『よくわからないこと』
小野寺 優元
川俣 正〔注①〕は文化教養主義からくる「お飾りとしてのアート」を否定し、自らの作品でWIP(ウィップ:work in progress / 制作途中)という概念を提示しました。制作途中、すなわち未完成の作品こそ、作家がいかに他者と遣り取りしているかを垣間見ることによって、私たちは作家の思考や心の葛藤を如実に知ることができ、観者にとっては制作を止め思考を閉じてしまった完成作品より作品の内奥への導入口を各所に発見できることから、より深く作品と関わることができます。そして、川俣は作品が未完成であることを放置し、他者に対する迷いや悩みを顕わにし、結論を遅延させ、作品がわかりやすい理論に絡め取られないよう「よくわからないこと」を顕在化しました。

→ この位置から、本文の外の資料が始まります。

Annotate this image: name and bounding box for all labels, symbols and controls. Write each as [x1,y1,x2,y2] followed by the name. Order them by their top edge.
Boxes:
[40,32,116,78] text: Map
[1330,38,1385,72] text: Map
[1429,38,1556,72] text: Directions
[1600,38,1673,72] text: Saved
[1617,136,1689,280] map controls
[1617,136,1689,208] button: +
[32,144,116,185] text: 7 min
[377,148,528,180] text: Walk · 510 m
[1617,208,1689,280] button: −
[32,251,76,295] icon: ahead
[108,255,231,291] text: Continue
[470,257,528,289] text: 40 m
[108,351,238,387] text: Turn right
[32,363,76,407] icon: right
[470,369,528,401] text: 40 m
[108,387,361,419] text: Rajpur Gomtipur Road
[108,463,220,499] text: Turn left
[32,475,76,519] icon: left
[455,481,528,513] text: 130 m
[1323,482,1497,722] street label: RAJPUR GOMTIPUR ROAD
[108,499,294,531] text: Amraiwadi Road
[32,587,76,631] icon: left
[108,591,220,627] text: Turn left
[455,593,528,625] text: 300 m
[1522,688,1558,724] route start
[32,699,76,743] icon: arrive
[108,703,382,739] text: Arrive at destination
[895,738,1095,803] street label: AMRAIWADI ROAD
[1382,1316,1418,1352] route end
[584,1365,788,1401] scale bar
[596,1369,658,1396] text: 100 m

私たちは「よくわからないこと」に直面すると、わかりたいという衝動にかられ、戸惑い、苛立ち、そしてあがいても埒が明かないときは、わかりやすい理論へと逃げ込んでしまいがちです。西欧近代合理主義に基づき敷設された日本の教育制度のもとで教育された私たちは、ものごとを論理的に思考し、原理原則に辿りつくことが善であると考えています。したがって「よくわからないこと」に遭遇すると、二項対立の理論を求めたり二元論を設定するなど、ものごとの細部や例外を排除してなんとかわかりやすさへと到達し、満足し、思考を停止させてしまいます。
ここで問題なのは、省略や割愛などによって思考の外に切り捨ててしまったものごとの属性が、そのものだけが備えている固有の価値であったり、そのものの本質に直結する導入口である可能性が大きかったりすることです。そして委細にこだわらず、また批判に耳を傾けない態度は、正面から反論しにくい口当りのよい「正論」を歓迎します。そして、その後の思考停止状態はいずれ社会を停滞させ、さらにそれは権力や宗教に利用されかねない理論となるおそれがあります。
「よくわからないこと」は私たちの思考の領域を拡大し、多様な価値観の存在に気づかせてくれる、捨て去ったり避けて通ったりしてはならない大切な概念です。他者の存在を認め、向き合い、身をあずけながら思考していくと、私たちの思考は自己の思考の外側にある未知の領域へと誘われていきます。志賀 理江子〔注②〕は、3・11大震災の被災地、宮城県名取市北釜地区の海沿いの松林に住み込み、近隣の村人との日常的な交わりの有り様を写真に記録し、《螺施海岸》としてせんだいメディアテークで発表しました。志賀はその体験のなかで、村人たちがよそ者の写真を撮る行為に対し、「なぜ」を問うことがなく、すなわち「よくわからないこと」を共有しながら交われたことが重要だったと述懐しています。村人たちはどこの馬のほねともわからないアーティストの行為を他者と認め、アーティストは村人たちという他者に身をあずけることで自己の領域が解放され、作品が成立したといえます。中村 天風〔注③〕の「怒らず、恐れず、悲しまず」という格言には、自己の価値観に固執してはならず、他者は常に自己と同じ人間としての存在であるという人が人を許容する寛容の精神がその根本にあります。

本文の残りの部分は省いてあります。